About this task: Once the pictures are set aside, copy the data below exactly as it stands.

Stored items
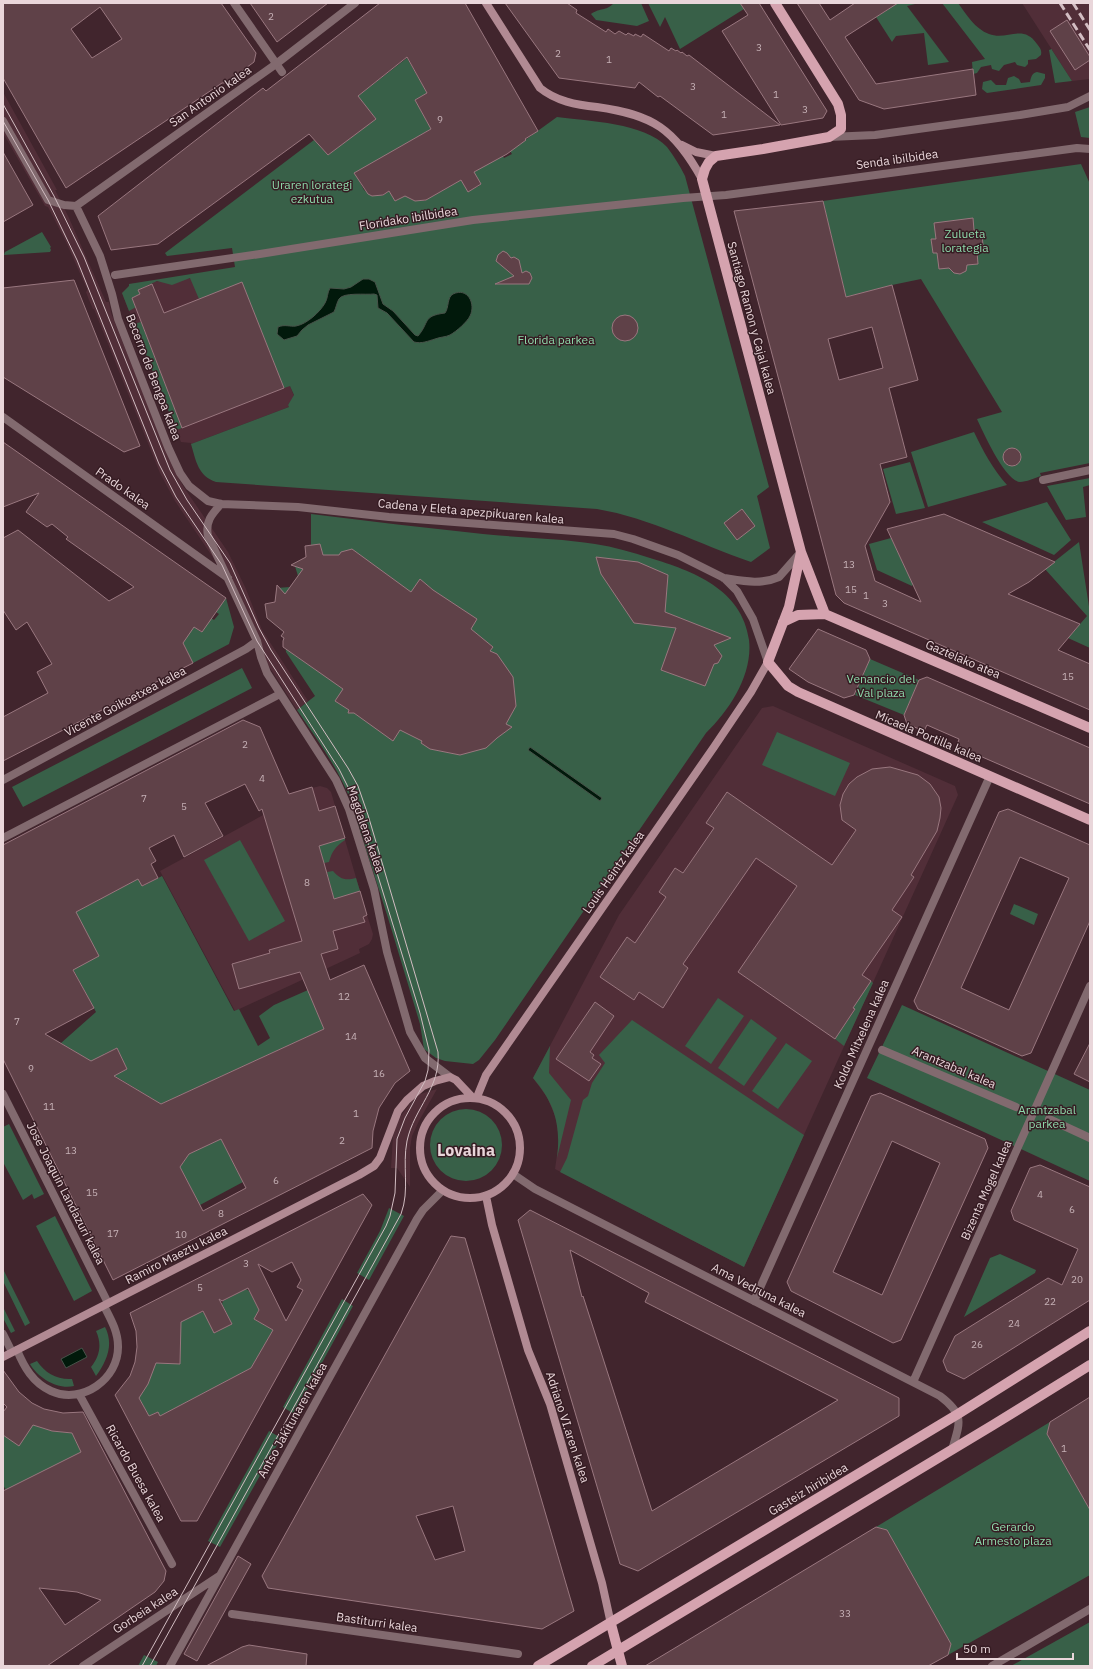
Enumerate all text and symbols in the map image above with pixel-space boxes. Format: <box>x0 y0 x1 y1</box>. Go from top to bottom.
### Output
house number: 2 <box>268 10 274 23</box>
house number: 3 <box>756 41 762 54</box>
house number: 2 <box>555 47 561 60</box>
house number: 1 <box>606 53 612 66</box>
street label: San Antonio kalea <box>166 62 254 130</box>
house number: 3 <box>690 80 696 93</box>
house number: 1 <box>773 88 779 101</box>
house number: 3 <box>802 103 808 116</box>
house number: 1 <box>721 108 727 121</box>
house number: 9 <box>437 113 443 126</box>
street label: Senda ibilbidea <box>855 146 940 172</box>
park label: Uraren lorategi ezkutua <box>272 177 352 206</box>
street label: Floridako ibilbidea <box>358 203 459 233</box>
park label: Zulueta lorategia <box>941 226 989 255</box>
street label: Santiago Ramon y Cajal kalea <box>724 240 780 397</box>
street label: Becerro de Bengoa kalea <box>123 312 185 443</box>
park label: Florida parkea <box>517 332 595 347</box>
street label: Prado kalea <box>93 464 154 513</box>
street label: Cadena y Eleta apezpikuaren kalea <box>377 495 565 527</box>
house number: 13 <box>843 558 855 571</box>
house number: 15 <box>845 583 857 596</box>
house number: 1 <box>863 589 869 602</box>
house number: 3 <box>882 597 888 610</box>
street label: Gaztelako atea <box>923 636 1003 682</box>
street label: Vicente Goikoetxea kalea <box>62 662 189 739</box>
house number: 15 <box>1062 670 1074 683</box>
park label: Venancio del Val plaza <box>847 671 915 700</box>
street label: Micaela Portilla kalea <box>873 707 985 765</box>
house number: 2 <box>242 738 248 751</box>
house number: 4 <box>259 772 265 785</box>
street label: Magdalena kalea <box>344 784 388 875</box>
house number: 7 <box>141 792 147 805</box>
house number: 5 <box>181 800 187 813</box>
street label: Louis Heintz kalea <box>579 827 647 916</box>
house number: 8 <box>304 876 310 889</box>
street label: Koldo Mitxelena kalea <box>830 976 892 1091</box>
house number: 12 <box>338 990 350 1003</box>
house number: 7 <box>14 1015 20 1028</box>
house number: 14 <box>345 1030 357 1043</box>
street label: Arantzabal kalea <box>910 1043 999 1092</box>
house number: 9 <box>28 1062 34 1075</box>
house number: 16 <box>373 1067 385 1080</box>
house number: 11 <box>43 1100 55 1113</box>
park label: Arantzabal parkea <box>1018 1102 1076 1131</box>
house number: 1 <box>353 1107 359 1120</box>
street label: Jose Joaquin Landazuri kalea <box>23 1119 109 1267</box>
house number: 2 <box>339 1134 345 1147</box>
street label: Bizenta Mogel kalea <box>957 1137 1015 1242</box>
district label: Lovaina <box>437 1140 495 1160</box>
house number: 13 <box>65 1144 77 1157</box>
house number: 6 <box>273 1174 279 1187</box>
house number: 15 <box>86 1186 98 1199</box>
house number: 4 <box>1037 1188 1043 1201</box>
house number: 6 <box>1069 1203 1075 1216</box>
house number: 8 <box>218 1207 224 1220</box>
street label: Ramiro Maeztu kalea <box>123 1223 230 1287</box>
house number: 17 <box>107 1227 119 1240</box>
house number: 10 <box>175 1228 187 1241</box>
house number: 3 <box>243 1257 249 1270</box>
street label: Ama Vedruna kalea <box>709 1260 809 1321</box>
house number: 20 <box>1071 1273 1083 1286</box>
house number: 5 <box>197 1281 203 1294</box>
house number: 22 <box>1044 1295 1056 1308</box>
house number: 24 <box>1008 1317 1020 1330</box>
house number: 26 <box>971 1338 983 1351</box>
street label: Antso Jakitunaren kalea <box>254 1359 330 1480</box>
street label: Adriano VI.aren kalea <box>543 1369 593 1485</box>
street label: Ricardo Buesa kalea <box>103 1422 169 1525</box>
house number: 1 <box>1061 1442 1067 1455</box>
street label: Gasteiz hiribidea <box>766 1459 851 1519</box>
park label: Gerardo Armesto plaza <box>974 1519 1052 1548</box>
street label: Gorbeia kalea <box>110 1583 181 1636</box>
house number: 33 <box>839 1607 851 1620</box>
street label: Bastiturri kalea <box>335 1609 419 1635</box>
scale bar <box>957 1635 1073 1661</box>
text: 50 m <box>963 1641 991 1656</box>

Task response:
Enumerate all text and symbols in the map image above with pixel-space boxes. Format: <box>x0 y0 x1 y1</box>. Go from top to bottom.
### Output
house number: 2 <box>268 10 274 23</box>
house number: 3 <box>756 41 762 54</box>
house number: 2 <box>555 47 561 60</box>
house number: 1 <box>606 53 612 66</box>
street label: San Antonio kalea <box>166 62 254 130</box>
house number: 3 <box>690 80 696 93</box>
house number: 1 <box>773 88 779 101</box>
house number: 3 <box>802 103 808 116</box>
house number: 1 <box>721 108 727 121</box>
house number: 9 <box>437 113 443 126</box>
street label: Senda ibilbidea <box>855 146 940 172</box>
park label: Uraren lorategi ezkutua <box>272 177 352 206</box>
street label: Floridako ibilbidea <box>358 203 459 233</box>
park label: Zulueta lorategia <box>941 226 989 255</box>
street label: Santiago Ramon y Cajal kalea <box>724 240 780 397</box>
street label: Becerro de Bengoa kalea <box>123 312 185 443</box>
park label: Florida parkea <box>517 332 595 347</box>
street label: Prado kalea <box>93 464 154 513</box>
street label: Cadena y Eleta apezpikuaren kalea <box>377 495 565 527</box>
house number: 13 <box>843 558 855 571</box>
house number: 15 <box>845 583 857 596</box>
house number: 1 <box>863 589 869 602</box>
house number: 3 <box>882 597 888 610</box>
street label: Gaztelako atea <box>923 636 1003 682</box>
street label: Vicente Goikoetxea kalea <box>62 662 189 739</box>
house number: 15 <box>1062 670 1074 683</box>
park label: Venancio del Val plaza <box>847 671 915 700</box>
street label: Micaela Portilla kalea <box>873 707 985 765</box>
house number: 2 <box>242 738 248 751</box>
house number: 4 <box>259 772 265 785</box>
street label: Magdalena kalea <box>344 784 388 875</box>
house number: 7 <box>141 792 147 805</box>
house number: 5 <box>181 800 187 813</box>
street label: Louis Heintz kalea <box>579 827 647 916</box>
house number: 8 <box>304 876 310 889</box>
street label: Koldo Mitxelena kalea <box>830 976 892 1091</box>
house number: 12 <box>338 990 350 1003</box>
house number: 7 <box>14 1015 20 1028</box>
house number: 14 <box>345 1030 357 1043</box>
street label: Arantzabal kalea <box>910 1043 999 1092</box>
house number: 9 <box>28 1062 34 1075</box>
house number: 16 <box>373 1067 385 1080</box>
house number: 11 <box>43 1100 55 1113</box>
park label: Arantzabal parkea <box>1018 1102 1076 1131</box>
house number: 1 <box>353 1107 359 1120</box>
street label: Jose Joaquin Landazuri kalea <box>23 1119 109 1267</box>
house number: 2 <box>339 1134 345 1147</box>
street label: Bizenta Mogel kalea <box>957 1137 1015 1242</box>
district label: Lovaina <box>437 1140 495 1160</box>
house number: 13 <box>65 1144 77 1157</box>
house number: 6 <box>273 1174 279 1187</box>
house number: 15 <box>86 1186 98 1199</box>
house number: 4 <box>1037 1188 1043 1201</box>
house number: 6 <box>1069 1203 1075 1216</box>
house number: 8 <box>218 1207 224 1220</box>
street label: Ramiro Maeztu kalea <box>123 1223 230 1287</box>
house number: 17 <box>107 1227 119 1240</box>
house number: 10 <box>175 1228 187 1241</box>
house number: 3 <box>243 1257 249 1270</box>
street label: Ama Vedruna kalea <box>709 1260 809 1321</box>
house number: 20 <box>1071 1273 1083 1286</box>
house number: 5 <box>197 1281 203 1294</box>
house number: 22 <box>1044 1295 1056 1308</box>
house number: 24 <box>1008 1317 1020 1330</box>
house number: 26 <box>971 1338 983 1351</box>
street label: Antso Jakitunaren kalea <box>254 1359 330 1480</box>
street label: Adriano VI.aren kalea <box>543 1369 593 1485</box>
street label: Ricardo Buesa kalea <box>103 1422 169 1525</box>
house number: 1 <box>1061 1442 1067 1455</box>
street label: Gasteiz hiribidea <box>766 1459 851 1519</box>
park label: Gerardo Armesto plaza <box>974 1519 1052 1548</box>
street label: Gorbeia kalea <box>110 1583 181 1636</box>
house number: 33 <box>839 1607 851 1620</box>
street label: Bastiturri kalea <box>335 1609 419 1635</box>
scale bar <box>957 1635 1073 1661</box>
text: 50 m <box>963 1641 991 1656</box>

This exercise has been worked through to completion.